Durante la crescita, le ossa della bocca e del viso sono ancora in fase di sviluppo. Intervenire in questo periodo può fare una grande differenza per la salute orale futura di un bambino. I bioattivatori ortodontici sono apparecchi pensati proprio per questo: guidare lo sviluppo delle ossa mascellari in modo naturale e armonico.
Cosa sono i bioattivatori?
I bioattivatori sono apparecchi ortodontici rimovibili, utilizzati soprattutto nei bambini e nei ragazzi in fase di crescita. A differenza degli apparecchi tradizionali, che agiscono principalmente sui denti, questi dispositivi lavorano sulle ossa e sui muscoli, stimolando una crescita più equilibrata.

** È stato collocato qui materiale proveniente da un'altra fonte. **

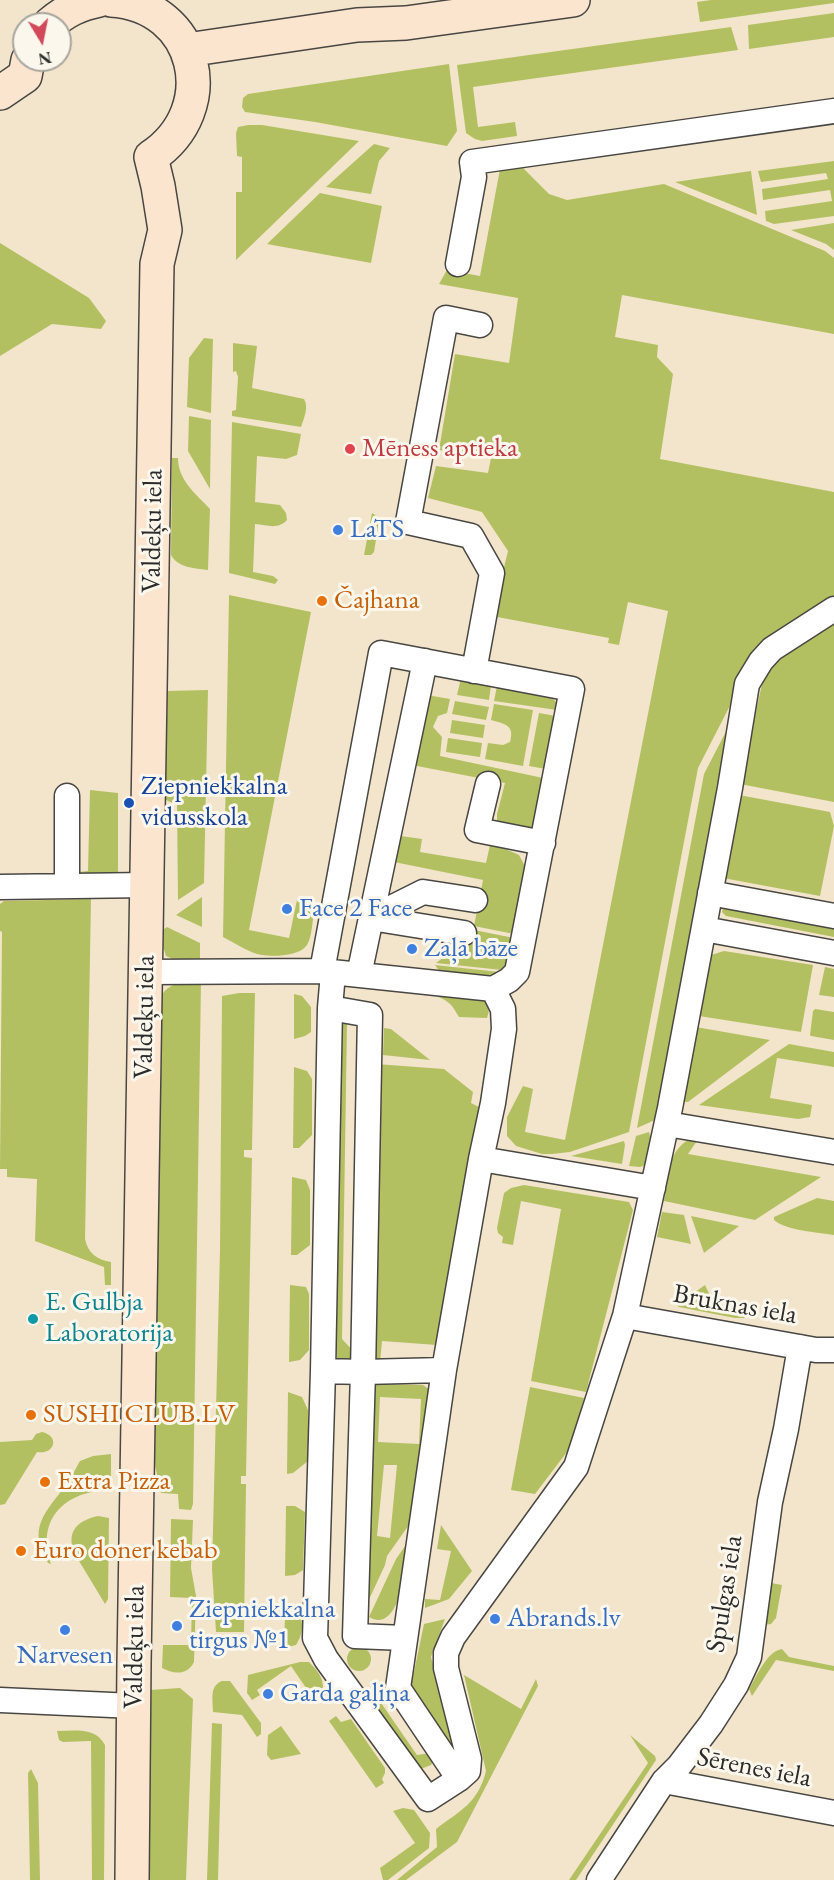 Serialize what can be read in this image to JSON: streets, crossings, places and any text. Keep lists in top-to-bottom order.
{
  "streets": {
    "street": [
      "Valdeķu iela",
      "Bruknas iela",
      "Spulgas iela",
      "Sērenes iela"
    ]
  },
  "crossings": [
    ["Bruknas iela", "Spulgas iela"],
    ["Spulgas iela", "Sērenes iela"]
  ],
  "places": [
    "Mēness aptieka",
    "LaTS",
    "Čajhana",
    "Ziepniekkalna vidusskola",
    "Face 2 Face",
    "Zaļā bāze",
    "E. Gulbja Laboratorija",
    "SUSHI CLUB.LV",
    "Extra Pizza",
    "Euro doner kebab",
    "Abrands.lv",
    "Ziepniekkalna tirgus №1",
    "Narvesen",
    "Garda gaļiņa"
  ],
  "north": "bottom"
} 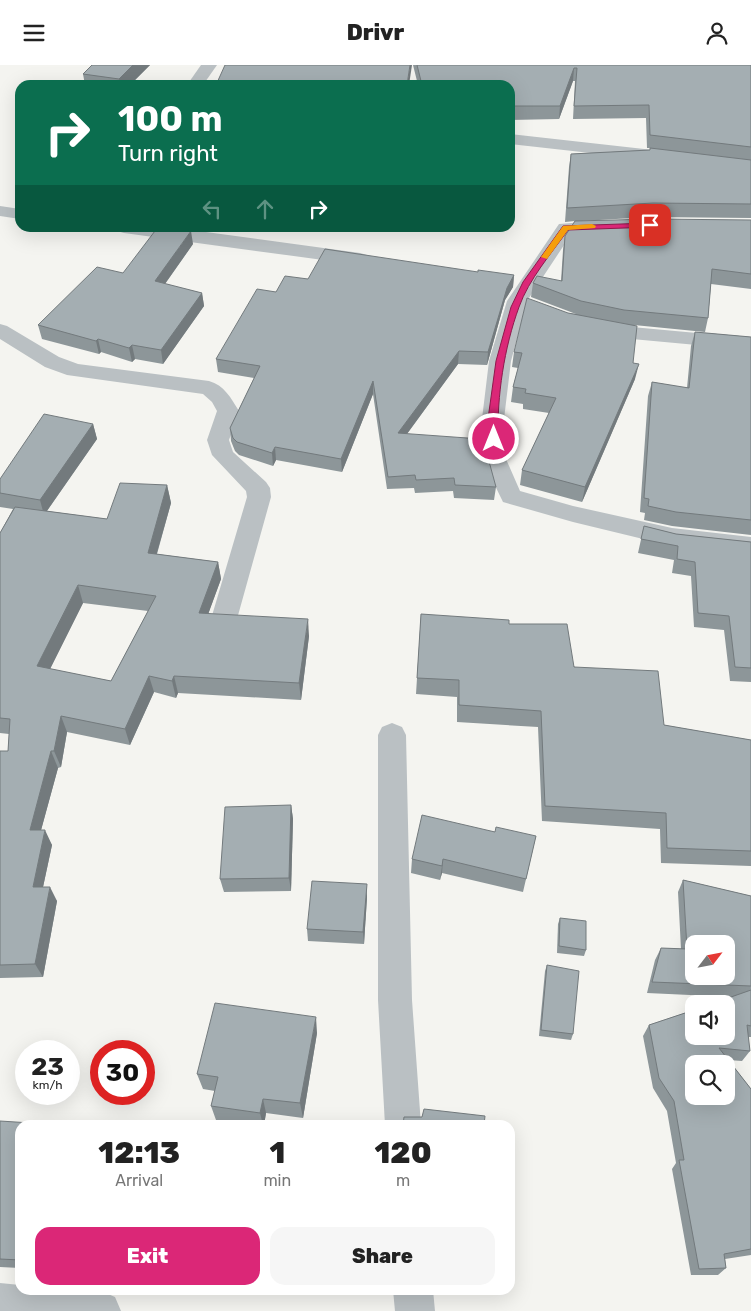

Sono realizzati su misura per ogni paziente e hanno un aspetto simile a un paradenti sportivo. Ogni bioattivatore viene progettato dopo un’attenta analisi della bocca e del volto del bambino, per adattarsi perfettamente alle sue esigenze.
Come funzionano?
Quando il bambino indossa il bioattivatore, la mandibola viene mantenuta in una posizione leggermente più avanzata rispetto al normale. Questo stimola i muscoli della masticazione e invia segnali all’osso, che durante la crescita è in grado di modificare la propria forma e posizione.
Il dispositivo sfrutta quindi i meccanismi naturali del corpo per guidare lo sviluppo della mandibola in modo graduale e fisiologico, migliorando anche la postura della lingua e l’equilibrio muscolare.
Quando sono indicati?
L’età ideale per utilizzare un bioattivatore è generalmente tra gli 8 e i 12 anni, quando la crescita ossea è ancora molto attiva.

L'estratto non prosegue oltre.